The result is that performing a series of $m$ operations on a Union-Find data structure of $n$ elements has a running time of $O(m \cdot \alpha(n))$.

Here, $\alpha$ is the inverse Ackermann function. The Ackermann function is a function that grows very, very fast, which means its inverse, $\alpha$, grows incredibly slowly. It grows so slowly that for practical purposes, it may as well be constant: for all realistic values of $n$, we have $\alpha(n) \leq 4$. This is because $a(4)$ is on the order of $2^{2^{2^{2^{2^{2^{2}}}}}}$. This number is a number that Wolfram|Alpha refuses to write out because it is too big. You know this is very big, because Wolfram|Alpha is willing to write out numbers like "the number of atoms in the universe".

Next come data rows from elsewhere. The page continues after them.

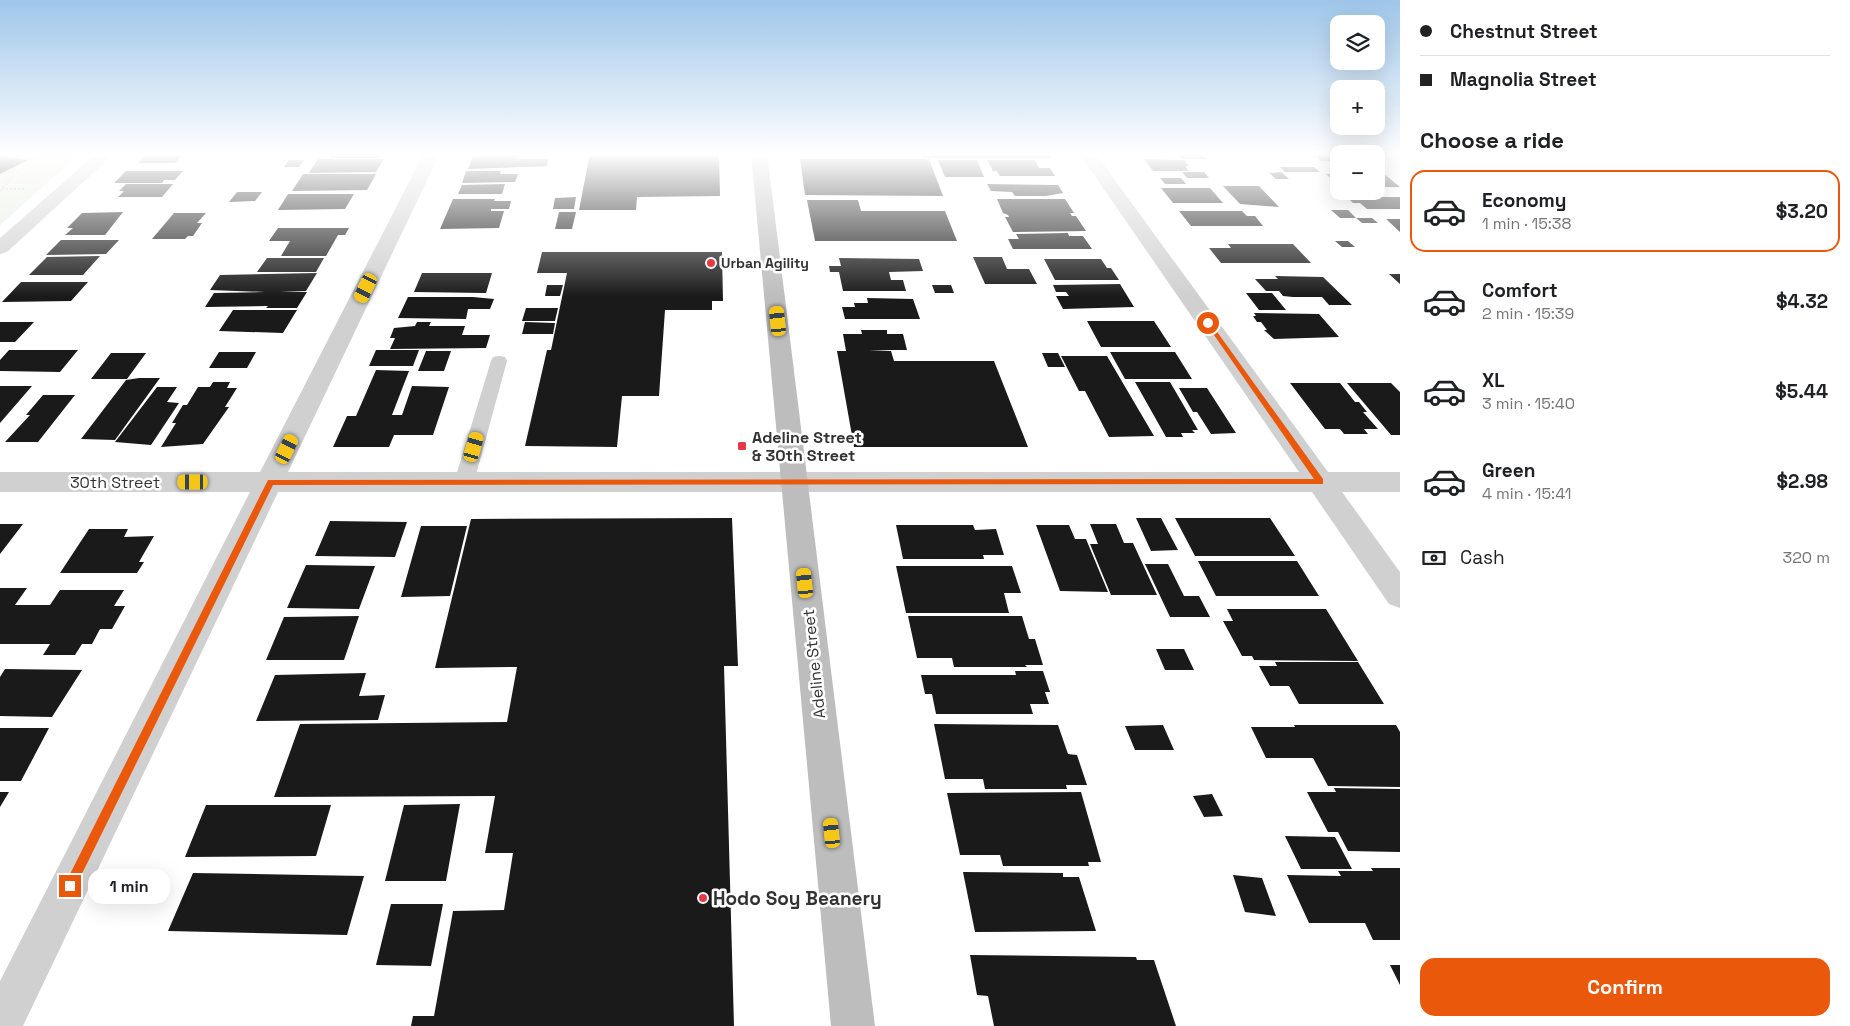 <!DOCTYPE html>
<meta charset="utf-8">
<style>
body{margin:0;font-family:"Space Grotesk",sans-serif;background:#f6f6f6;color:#202124;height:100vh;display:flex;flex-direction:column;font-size:19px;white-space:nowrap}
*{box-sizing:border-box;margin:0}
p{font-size:16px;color:#757577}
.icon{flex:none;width:28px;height:28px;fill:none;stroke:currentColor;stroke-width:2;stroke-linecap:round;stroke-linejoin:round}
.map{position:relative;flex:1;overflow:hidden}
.sheet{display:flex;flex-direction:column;background:#fff;width:450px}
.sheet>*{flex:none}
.hud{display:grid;align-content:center;height:110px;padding:0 20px;background:#fff}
.buttons{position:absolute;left:1330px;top:15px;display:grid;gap:10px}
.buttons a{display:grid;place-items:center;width:55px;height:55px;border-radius:10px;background:#fff;box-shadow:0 5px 20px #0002;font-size:25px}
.end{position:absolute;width:22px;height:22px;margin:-11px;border:6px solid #ea580c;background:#fff;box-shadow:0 0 0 2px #fff}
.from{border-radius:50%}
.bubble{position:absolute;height:35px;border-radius:15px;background:#fff;box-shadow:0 5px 20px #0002;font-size:16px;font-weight:700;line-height:35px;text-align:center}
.car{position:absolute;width:15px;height:30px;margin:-15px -8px;border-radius:6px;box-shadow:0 0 4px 1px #0007;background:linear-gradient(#f5c518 24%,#345 0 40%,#f5c518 0 76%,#345 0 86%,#f5c518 0)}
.hud b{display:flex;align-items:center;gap:18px;height:48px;font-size:19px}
.hud b+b{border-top:1px solid #e0e0e0}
.hud i{width:12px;height:12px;background:#202124}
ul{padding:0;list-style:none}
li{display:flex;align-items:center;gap:15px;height:82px;margin:0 10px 8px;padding:0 10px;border:2px solid transparent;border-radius:15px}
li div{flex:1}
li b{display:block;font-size:19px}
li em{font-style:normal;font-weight:700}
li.active{border-color:#ea580c}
li>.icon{width:45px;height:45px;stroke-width:1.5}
h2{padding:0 20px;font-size:22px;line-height:60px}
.pay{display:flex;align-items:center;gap:12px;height:55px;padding:0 20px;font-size:19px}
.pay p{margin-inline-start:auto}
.primary-button{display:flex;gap:10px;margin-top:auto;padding:10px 20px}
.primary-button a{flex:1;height:58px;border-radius:15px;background:#ea580c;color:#fff;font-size:20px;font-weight:700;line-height:58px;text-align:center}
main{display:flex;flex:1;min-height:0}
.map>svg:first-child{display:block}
.green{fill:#e6ecdf}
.building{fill:#1a1a1a}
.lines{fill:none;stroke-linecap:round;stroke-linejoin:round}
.path{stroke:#cdcdcd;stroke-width:2;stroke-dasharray:2 2;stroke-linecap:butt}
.lane{fill:#d0d0d0;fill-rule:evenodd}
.street{fill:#d0d0d0;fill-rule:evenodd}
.secondary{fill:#bdbdbd;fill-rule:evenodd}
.route{fill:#ea580c}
.poi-dot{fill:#e63946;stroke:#fff;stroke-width:2}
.labels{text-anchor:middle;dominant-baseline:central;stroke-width:5;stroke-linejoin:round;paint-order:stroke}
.far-poi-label{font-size:14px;font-weight:bold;fill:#333;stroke:#fff;text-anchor:start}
.poi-label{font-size:16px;font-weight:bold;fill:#333;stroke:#fff;text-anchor:start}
.street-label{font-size:16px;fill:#333;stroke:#fff}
.near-poi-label{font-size:19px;font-weight:bold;fill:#333;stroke:#fff;text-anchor:start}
</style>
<main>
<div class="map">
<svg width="1400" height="1026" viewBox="0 0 1400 1026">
<rect width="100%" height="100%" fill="#fff"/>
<!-- green -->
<path class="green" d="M0,153H81L0,225Z"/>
<!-- building -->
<path class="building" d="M147,153H199L197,155H182L175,163H138Z
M334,153H384L381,158H330Z
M474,153H522L520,158L514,159H548L547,166L468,169Z
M590,153H719L720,196L637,197L636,210H579Z
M921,153H1048L1051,158H923Z
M1312,153H1339V161H1321Z
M1178,155H1203L1207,159H1182Z
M0,156L28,160L0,174Z
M318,159H384L376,172L309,173Z
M800,159H929L943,196L805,195Z
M1144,159L1184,160L1189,166H1185L1189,171H1153Z
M289,160H304L299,167H284Z
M938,160H977L984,177H945Z
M987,160H1035L1039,168H1050L1055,176H1000L997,171H993Z
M1280,167H1314L1320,172H1285Z
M126,171H183L175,180H164L162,183H114Z
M466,171H501L500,174H518L515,182L462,183Z
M1182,172H1204L1209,178H1187Z
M1281,172L1289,179H1276L1269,173Z
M303,174H376L367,190L292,191Z
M1326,174H1339V185Z
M1376,174H1384L1400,187H1376Z
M1160,178H1181L1186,184H1165Z
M126,184H173L162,197H118L124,191H119Z
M505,184L502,194H458L462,185Z
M987,184L1058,185L1063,193L1046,196H1015L1012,192L991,191Z
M1223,186H1259L1279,207L1240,204Z
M1161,188H1210L1223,203H1173Z
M237,192H262L255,201L229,202Z
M288,194H354L345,209L278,210Z
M576,197L574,209H553L555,198Z
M1347,197H1400V209H1367L1360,203H1353Z
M453,199H495L494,201H511L509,209H491V211H504L499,228L440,229Z
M997,199H1065L1074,213H1070L1072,216H1076L1086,231L1013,232L1005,217H1009L1008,215L1003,213Z
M807,200H858L861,211H945L957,241H815Z
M1331,210H1348L1356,218H1340Z
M1179,211H1242L1247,216H1255L1263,226H1191Z
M123,212L105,235H65L73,228H67L82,213Z
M559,212H576L572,229H555Z
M174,213H206L197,223H202L193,236H188L185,239H152Z
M1356,218H1372L1378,223H1362Z
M1386,219H1400V232Z
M278,228H349L345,235H338L326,256H281L290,241H269Z
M1068,233L1069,236H1083L1092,249H1013L1008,239H1019L1016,234Z
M61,240H119L106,254L46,255Z
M1335,241H1348L1355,247H1342Z
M1228,244H1293L1311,263H1221L1209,248H1231Z
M542,252H722L723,301H712V310H665L659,396H622L617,447L525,446L547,350H551L567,273H537Z
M100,256L83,275H29L47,257Z
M973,257H1002L1007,269H1029L1037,284H985Z
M267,258H324L316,272H257Z
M839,258L919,259L923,271L889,272L891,280H903L906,291H843L839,272H830L829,266H841Z
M1044,259H1101L1107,268H1111L1119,280H1055Z
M317,273L306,291H280L307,292L297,308H266L268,306L205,307L214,293L265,292L210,290L220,275Z
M422,273H492L486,293L414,292Z
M1389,274H1400V284Z
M1275,276L1323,277L1352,305H1329L1322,297H1293L1283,296L1279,291H1266L1255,279H1278Z
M21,282H88L71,301L2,302Z
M1120,284L1134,307L1063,309L1056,296H1069L1066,292H1056L1053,285Z
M547,285H563L560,296H545Z
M932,285H951L954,293H935Z
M1246,293H1272L1286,310H1259Z
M408,297H473L494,299L490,309H468L466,319L398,318Z
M867,298L913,299L920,319H845L842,307H855L854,303H868Z
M526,308H558L555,321H522Z
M233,310H297L283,333L219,331Z
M1254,313L1319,314L1339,337L1274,339L1264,330H1267L1261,322H1257L1253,316H1256Z
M1087,321H1154L1171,347H1101Z
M0,322H34L15,342H0Z
M417,322H431L429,326H465L462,335H490L486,348L390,349L395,338H390L394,328L415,326Z
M525,322L555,323L553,334H522Z
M861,330H887V334H903L907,350H869L891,351L894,361H994L1028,447H854L837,351H846L843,334H862Z
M9,350H78L60,372L0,371V360Z
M376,350H419L413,366H369Z
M426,351H451L444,371H418Z
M219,352H256L247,368H209Z
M1110,352H1175L1192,379H1125Z
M111,353H146L127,379H91Z
M1042,353H1058L1065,367H1048Z
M1061,356H1107L1154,436L1109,437L1085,391H1079Z
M376,370L409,371L392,415H402L412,386L449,387L433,435H394L389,447H333L347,416H356Z
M139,378H160L115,440L81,439L126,380Z
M213,382H230L227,388H237L225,407H229L203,444L161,447L176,423H172L183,405H187L198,387H210Z
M1135,382H1170L1198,430H1192L1195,433H1181L1183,437H1166Z
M1290,383H1340L1355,402H1359L1367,412H1363L1378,429H1364L1368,434H1344L1340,429H1325Z
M1347,383H1391L1400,392V435H1391Z
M0,386H32L0,423Z
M157,387H177L167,402L179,403L151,445L115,442Z
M1179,388H1207L1236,433L1211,434L1197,412H1193Z
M43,395H75L38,442H5L30,415H26Z
M732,518L738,666H724L734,1026H411L413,1016H434L453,911L504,910L513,853H485L495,796L274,797L300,724L507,722L517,667L435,668L471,519Z
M1136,518H1161L1178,550L1151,551Z
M1175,518H1270L1295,556H1195Z
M330,521L407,522L395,557L315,556Z
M0,524H23L0,554Z
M1090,524H1116L1124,543H1133L1157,595H1111L1090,544H1098Z
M896,525H973L975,530L996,529L1004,555H983L984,559H903Z
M1036,525H1069L1075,539H1086L1108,592L1060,591Z
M421,526H467L450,596L401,597Z
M89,529H128L124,537L154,536L139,562H144L137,573H60Z
M1198,561H1297L1319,596H1216Z
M1145,564H1168L1184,596H1199L1210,617H1170Z
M306,565L375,566L359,609L287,608Z
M896,566H1012L1021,593H1004L1009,613H906Z
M0,588H27L15,605H50L60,590H124L114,606H125L112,629H100L92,644H82L75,655H43L50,644H0Z
M1227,609H1326L1358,661L1254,660L1252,656H1242L1223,621H1233Z
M359,616L344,660H266L284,617Z
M908,616H1022L1029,639H1035L1043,665H1025L1027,667H954L952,658H917Z
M1156,649H1184L1194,670H1165Z
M1275,662H1358L1384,704H1299L1289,686H1270L1259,666H1277Z
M5,669L82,670L52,717L0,716V677Z
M1015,671H1043L1050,692H1045L1049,704H1030L1033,714H936L932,694H925L921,675H1016Z
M366,673L359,696L385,695L378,720L256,721L275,675Z
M934,724L1058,725L1068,754L1077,755L1087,785H1066L1067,789H985L983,779H945Z
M1163,725L1174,750H1135L1125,726Z
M1294,725H1396L1400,732V787L1328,786L1313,758H1266L1251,727H1295Z
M0,728H49L21,781H0Z
M1334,788L1400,789V852L1348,851L1338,832H1328L1307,792H1336Z
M0,792H9L0,807Z
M1081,792L1101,862H1088L1089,866H1003L1000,855H960L947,793Z
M1212,794L1223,816L1204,817L1193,796Z
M460,804L446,881H385L404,805Z
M206,805H331L316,856L185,857Z
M1285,836L1335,837L1352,869H1301Z
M1371,868H1400V940H1373L1365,923H1309L1287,875L1341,876L1338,871H1373Z
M963,872L1063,873V877H1079L1096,931L975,932Z
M193,873L364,876L347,935L168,931Z
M1233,875L1262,878L1276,916L1245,912Z
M391,904H443L431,966L376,965Z
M970,955L1136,957L1137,960H1154L1176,1026H994L988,996L977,995Z
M1390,965H1400V985Z"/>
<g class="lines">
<!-- path -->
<path class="path" d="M2,189H26
M0,191L13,175L44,153"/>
<!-- lane -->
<path class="lane" d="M499,356L505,357L507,361L474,482L471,487L464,489L457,487L454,482L491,361L493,357Z"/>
<!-- street -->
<path class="street" d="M97,153H115L7,252L0,254V238Z
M424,153H440L288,472H1299L1079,153H1095L1328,472H1400V492H1342L1400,572V608L1389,604L1312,492H278L23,1026H0V981L250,492H0V472H260Z"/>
<!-- secondary -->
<path class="secondary" d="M751,153H767L875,1026H831Z"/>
</g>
<!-- sky -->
<linearGradient id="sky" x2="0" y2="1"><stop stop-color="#9ec6ea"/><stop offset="0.52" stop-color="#fff"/><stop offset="1" stop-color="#fff" stop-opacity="0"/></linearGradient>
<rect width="1400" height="297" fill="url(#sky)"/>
<!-- route -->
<path class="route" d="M1205,322H1210L1323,479V484L273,485L74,890H66V882L268,480L1314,479Z"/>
<!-- markers -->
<g class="poi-dot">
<circle cx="711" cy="263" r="5"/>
<rect x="737" y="441" width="10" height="10" rx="2.5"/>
<circle cx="703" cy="898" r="5"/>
</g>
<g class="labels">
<!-- far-poi labels -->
<g class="far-poi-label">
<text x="721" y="263">Urban Agility</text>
</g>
<!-- poi labels -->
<g class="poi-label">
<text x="752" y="437">Adeline Street<tspan x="752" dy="18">&amp; 30th Street</tspan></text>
</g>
<!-- street labels -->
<g class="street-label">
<text x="115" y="482">30th Street</text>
<text transform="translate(814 664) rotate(-96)">Adeline Street</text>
</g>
<!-- near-poi labels -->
<g class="near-poi-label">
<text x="713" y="898">Hodo Soy Beanery</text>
</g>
</g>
</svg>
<div class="buttons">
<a><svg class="icon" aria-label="layers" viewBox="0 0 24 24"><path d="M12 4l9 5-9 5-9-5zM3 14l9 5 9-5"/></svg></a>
<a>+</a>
<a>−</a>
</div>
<i class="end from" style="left:1208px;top:323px"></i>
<i class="end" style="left:70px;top:886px"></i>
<div class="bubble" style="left:88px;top:869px;width:82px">1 min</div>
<i class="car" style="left:366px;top:288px;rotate:206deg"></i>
<i class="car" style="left:778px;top:321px;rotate:354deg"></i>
<i class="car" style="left:474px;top:447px;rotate:16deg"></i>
<i class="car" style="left:287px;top:449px;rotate:26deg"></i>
<i class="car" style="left:193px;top:482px;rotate:270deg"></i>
<i class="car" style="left:805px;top:583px;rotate:354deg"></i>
<i class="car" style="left:832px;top:833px;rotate:354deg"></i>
</div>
<section class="sheet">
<div class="hud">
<b><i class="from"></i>Chestnut Street</b>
<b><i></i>Magnolia Street</b>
</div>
<h2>Choose a ride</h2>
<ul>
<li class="active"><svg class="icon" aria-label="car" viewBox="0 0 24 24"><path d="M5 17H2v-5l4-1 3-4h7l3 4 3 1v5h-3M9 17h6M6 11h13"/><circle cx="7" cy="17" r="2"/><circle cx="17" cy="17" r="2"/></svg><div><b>Economy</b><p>1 min · 15:38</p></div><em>$3.20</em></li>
<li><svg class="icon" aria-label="car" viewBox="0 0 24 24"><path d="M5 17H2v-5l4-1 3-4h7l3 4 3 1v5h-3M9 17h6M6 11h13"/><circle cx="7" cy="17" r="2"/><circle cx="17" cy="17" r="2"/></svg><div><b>Comfort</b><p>2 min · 15:39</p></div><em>$4.32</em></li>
<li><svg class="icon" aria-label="car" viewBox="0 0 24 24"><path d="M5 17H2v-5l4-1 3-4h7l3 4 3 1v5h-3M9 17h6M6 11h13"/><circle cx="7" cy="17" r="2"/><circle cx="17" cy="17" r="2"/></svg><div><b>XL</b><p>3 min · 15:40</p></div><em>$5.44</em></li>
<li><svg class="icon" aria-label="car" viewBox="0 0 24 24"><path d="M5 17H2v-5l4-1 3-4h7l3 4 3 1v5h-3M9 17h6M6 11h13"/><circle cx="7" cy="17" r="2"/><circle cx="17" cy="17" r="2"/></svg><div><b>Green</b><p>4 min · 15:41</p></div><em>$2.98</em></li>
</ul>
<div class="pay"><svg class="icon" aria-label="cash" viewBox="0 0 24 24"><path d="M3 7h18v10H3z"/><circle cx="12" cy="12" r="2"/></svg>Cash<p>320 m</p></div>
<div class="primary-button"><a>Confirm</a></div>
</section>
</main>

The result is that we have a Union-Find data structure for which operations are pretty much as close as you can get to being constant time without being able to say that they're really in constant time. This running time was proved by Tarjan and van Leeuwen in 1975. A natural question is whether this is really the best we can do; i.e. can we get this thing down to $O(1)$? The answer turns out to be no, you really do need that $\Omega(\alpha(n))$ factor, which was shown by Fredman and Saks in 1984.

This value shows up in other places in algorithms analysis. For instance, the current fastest known algorithm for computing the minimum spanning tree, due to Chazelle in 2000, has a running time of $O(m \cdot \alpha(n))$. Funnily enough, this algorithm doesn't use Union-Finds, but relies on a data structure called a soft heap.